Transcribe each entry in full, and leave the images out.

[Saved entries]
+---+

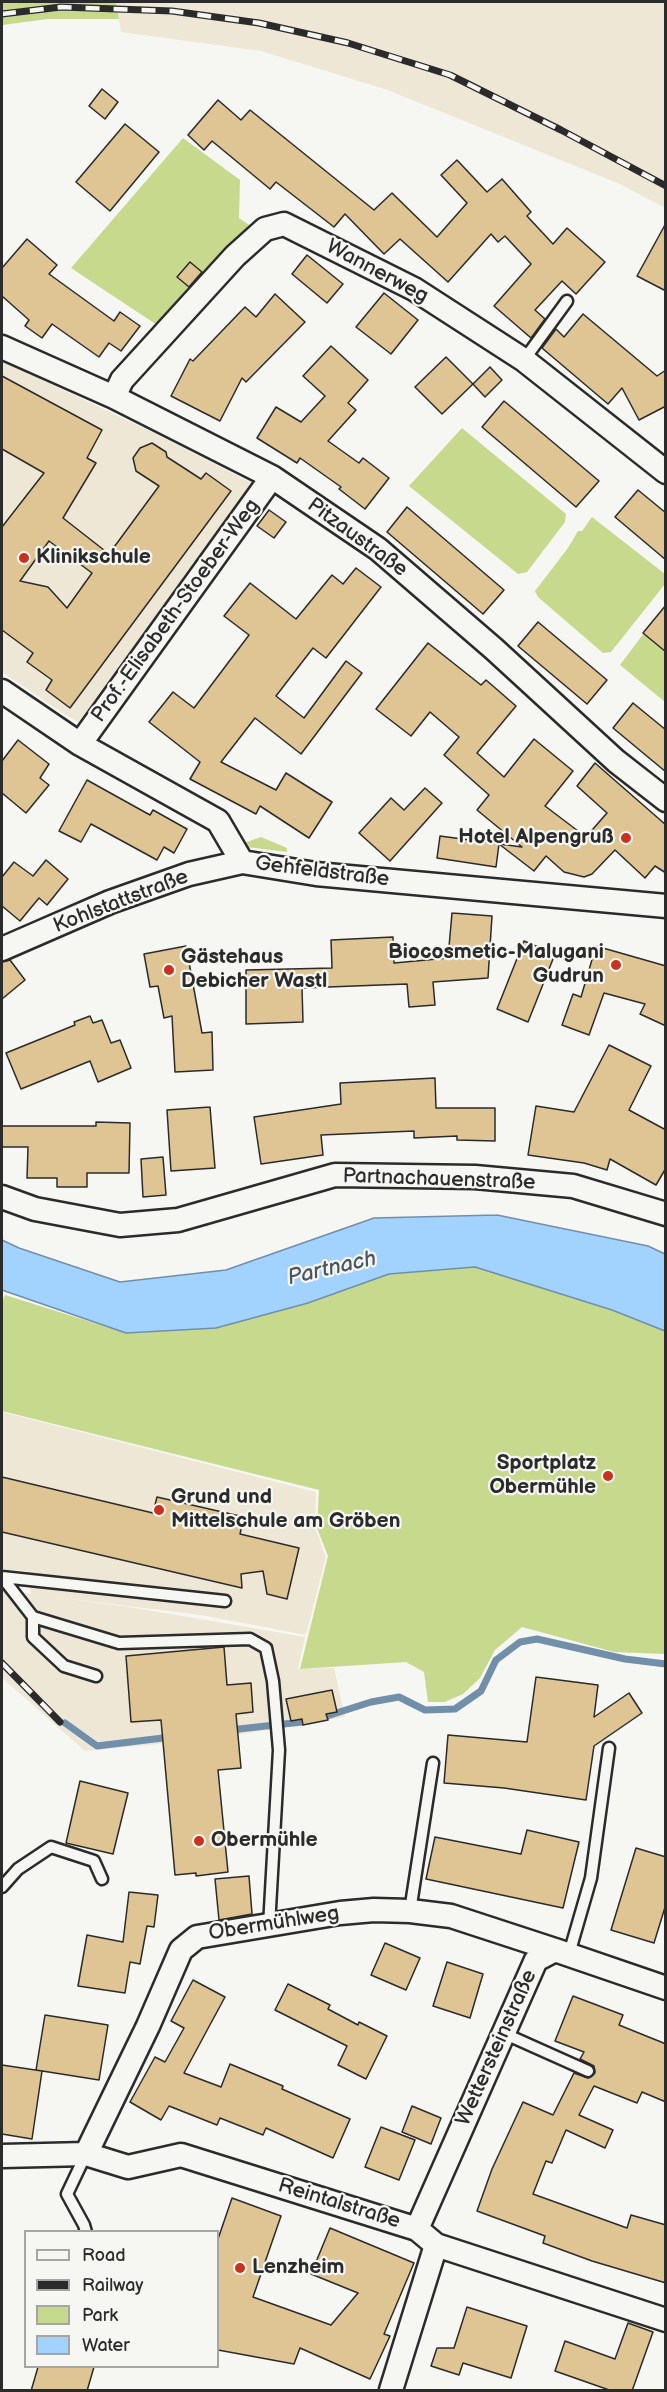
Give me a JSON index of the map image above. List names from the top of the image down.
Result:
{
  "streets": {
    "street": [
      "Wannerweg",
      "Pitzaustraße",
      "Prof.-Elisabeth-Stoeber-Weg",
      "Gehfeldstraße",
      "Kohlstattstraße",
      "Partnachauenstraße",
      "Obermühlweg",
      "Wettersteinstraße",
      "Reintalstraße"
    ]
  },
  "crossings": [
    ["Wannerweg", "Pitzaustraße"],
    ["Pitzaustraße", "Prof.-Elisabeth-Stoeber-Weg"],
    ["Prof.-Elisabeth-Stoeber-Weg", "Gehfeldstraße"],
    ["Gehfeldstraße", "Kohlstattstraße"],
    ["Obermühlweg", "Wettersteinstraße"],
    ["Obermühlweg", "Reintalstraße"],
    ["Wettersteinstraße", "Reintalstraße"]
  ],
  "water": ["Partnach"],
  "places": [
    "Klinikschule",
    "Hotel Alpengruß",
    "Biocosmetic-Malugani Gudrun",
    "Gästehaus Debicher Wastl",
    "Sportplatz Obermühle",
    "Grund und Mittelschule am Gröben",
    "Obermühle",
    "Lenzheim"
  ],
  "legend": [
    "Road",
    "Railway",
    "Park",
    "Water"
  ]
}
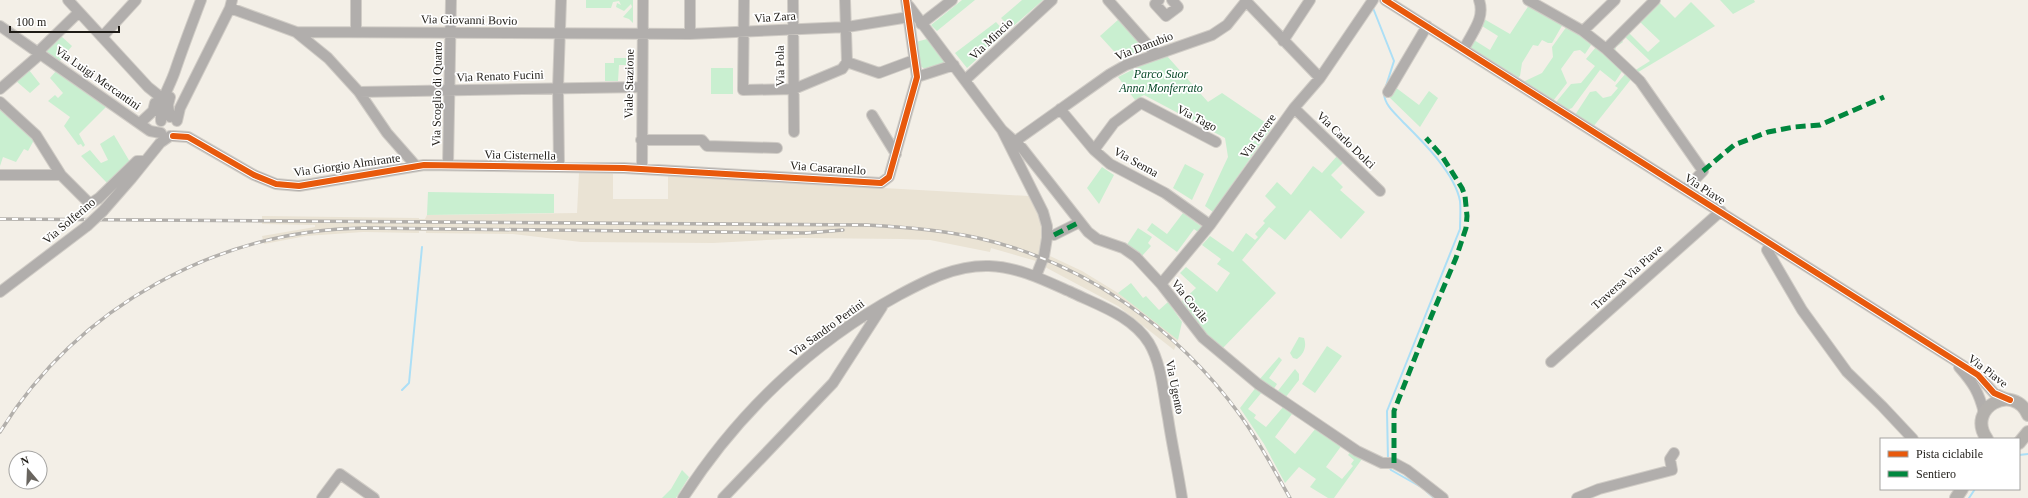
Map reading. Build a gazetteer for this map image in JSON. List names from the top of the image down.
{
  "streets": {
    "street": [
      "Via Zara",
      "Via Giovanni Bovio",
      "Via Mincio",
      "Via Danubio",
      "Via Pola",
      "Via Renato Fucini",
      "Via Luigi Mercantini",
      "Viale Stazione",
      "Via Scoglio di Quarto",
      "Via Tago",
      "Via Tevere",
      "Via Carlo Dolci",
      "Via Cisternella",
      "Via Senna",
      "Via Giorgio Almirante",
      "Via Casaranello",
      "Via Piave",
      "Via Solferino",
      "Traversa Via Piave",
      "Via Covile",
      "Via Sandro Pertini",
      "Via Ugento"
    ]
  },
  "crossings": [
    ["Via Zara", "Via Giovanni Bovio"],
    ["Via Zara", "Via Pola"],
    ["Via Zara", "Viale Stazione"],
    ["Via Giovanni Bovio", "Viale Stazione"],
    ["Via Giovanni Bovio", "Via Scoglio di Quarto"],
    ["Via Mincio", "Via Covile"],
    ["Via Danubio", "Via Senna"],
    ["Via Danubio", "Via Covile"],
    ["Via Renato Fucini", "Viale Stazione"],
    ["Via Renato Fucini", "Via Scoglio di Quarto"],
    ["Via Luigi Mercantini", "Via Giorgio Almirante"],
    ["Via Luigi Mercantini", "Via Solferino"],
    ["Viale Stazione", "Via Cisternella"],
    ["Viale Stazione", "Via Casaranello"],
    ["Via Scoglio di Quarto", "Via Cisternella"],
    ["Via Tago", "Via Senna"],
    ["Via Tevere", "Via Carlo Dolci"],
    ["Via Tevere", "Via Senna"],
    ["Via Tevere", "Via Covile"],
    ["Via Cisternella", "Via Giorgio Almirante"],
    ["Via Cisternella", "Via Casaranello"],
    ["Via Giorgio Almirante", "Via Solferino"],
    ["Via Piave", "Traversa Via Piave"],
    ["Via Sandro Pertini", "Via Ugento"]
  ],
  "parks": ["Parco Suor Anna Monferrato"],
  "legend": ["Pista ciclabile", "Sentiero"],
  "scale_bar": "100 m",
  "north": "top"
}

+---+

▶ Solution below
Give me a JSON index of the map image above. List names from the top of the image down.
Result:
{
  "streets": {
    "street": [
      "Wannerweg",
      "Pitzaustraße",
      "Prof.-Elisabeth-Stoeber-Weg",
      "Gehfeldstraße",
      "Kohlstattstraße",
      "Partnachauenstraße",
      "Obermühlweg",
      "Wettersteinstraße",
      "Reintalstraße"
    ]
  },
  "crossings": [
    ["Wannerweg", "Pitzaustraße"],
    ["Pitzaustraße", "Prof.-Elisabeth-Stoeber-Weg"],
    ["Prof.-Elisabeth-Stoeber-Weg", "Gehfeldstraße"],
    ["Gehfeldstraße", "Kohlstattstraße"],
    ["Obermühlweg", "Wettersteinstraße"],
    ["Obermühlweg", "Reintalstraße"],
    ["Wettersteinstraße", "Reintalstraße"]
  ],
  "water": ["Partnach"],
  "places": [
    "Klinikschule",
    "Hotel Alpengruß",
    "Biocosmetic-Malugani Gudrun",
    "Gästehaus Debicher Wastl",
    "Sportplatz Obermühle",
    "Grund und Mittelschule am Gröben",
    "Obermühle",
    "Lenzheim"
  ],
  "legend": [
    "Road",
    "Railway",
    "Park",
    "Water"
  ]
}
Map reading. Build a gazetteer for this map image in JSON. List names from the top of the image down.
{
  "streets": {
    "street": [
      "Via Zara",
      "Via Giovanni Bovio",
      "Via Mincio",
      "Via Danubio",
      "Via Pola",
      "Via Renato Fucini",
      "Via Luigi Mercantini",
      "Viale Stazione",
      "Via Scoglio di Quarto",
      "Via Tago",
      "Via Tevere",
      "Via Carlo Dolci",
      "Via Cisternella",
      "Via Senna",
      "Via Giorgio Almirante",
      "Via Casaranello",
      "Via Piave",
      "Via Solferino",
      "Traversa Via Piave",
      "Via Covile",
      "Via Sandro Pertini",
      "Via Ugento"
    ]
  },
  "crossings": [
    ["Via Zara", "Via Giovanni Bovio"],
    ["Via Zara", "Via Pola"],
    ["Via Zara", "Viale Stazione"],
    ["Via Giovanni Bovio", "Viale Stazione"],
    ["Via Giovanni Bovio", "Via Scoglio di Quarto"],
    ["Via Mincio", "Via Covile"],
    ["Via Danubio", "Via Senna"],
    ["Via Danubio", "Via Covile"],
    ["Via Renato Fucini", "Viale Stazione"],
    ["Via Renato Fucini", "Via Scoglio di Quarto"],
    ["Via Luigi Mercantini", "Via Giorgio Almirante"],
    ["Via Luigi Mercantini", "Via Solferino"],
    ["Viale Stazione", "Via Cisternella"],
    ["Viale Stazione", "Via Casaranello"],
    ["Via Scoglio di Quarto", "Via Cisternella"],
    ["Via Tago", "Via Senna"],
    ["Via Tevere", "Via Carlo Dolci"],
    ["Via Tevere", "Via Senna"],
    ["Via Tevere", "Via Covile"],
    ["Via Cisternella", "Via Giorgio Almirante"],
    ["Via Cisternella", "Via Casaranello"],
    ["Via Giorgio Almirante", "Via Solferino"],
    ["Via Piave", "Traversa Via Piave"],
    ["Via Sandro Pertini", "Via Ugento"]
  ],
  "parks": ["Parco Suor Anna Monferrato"],
  "legend": ["Pista ciclabile", "Sentiero"],
  "scale_bar": "100 m",
  "north": "top"
}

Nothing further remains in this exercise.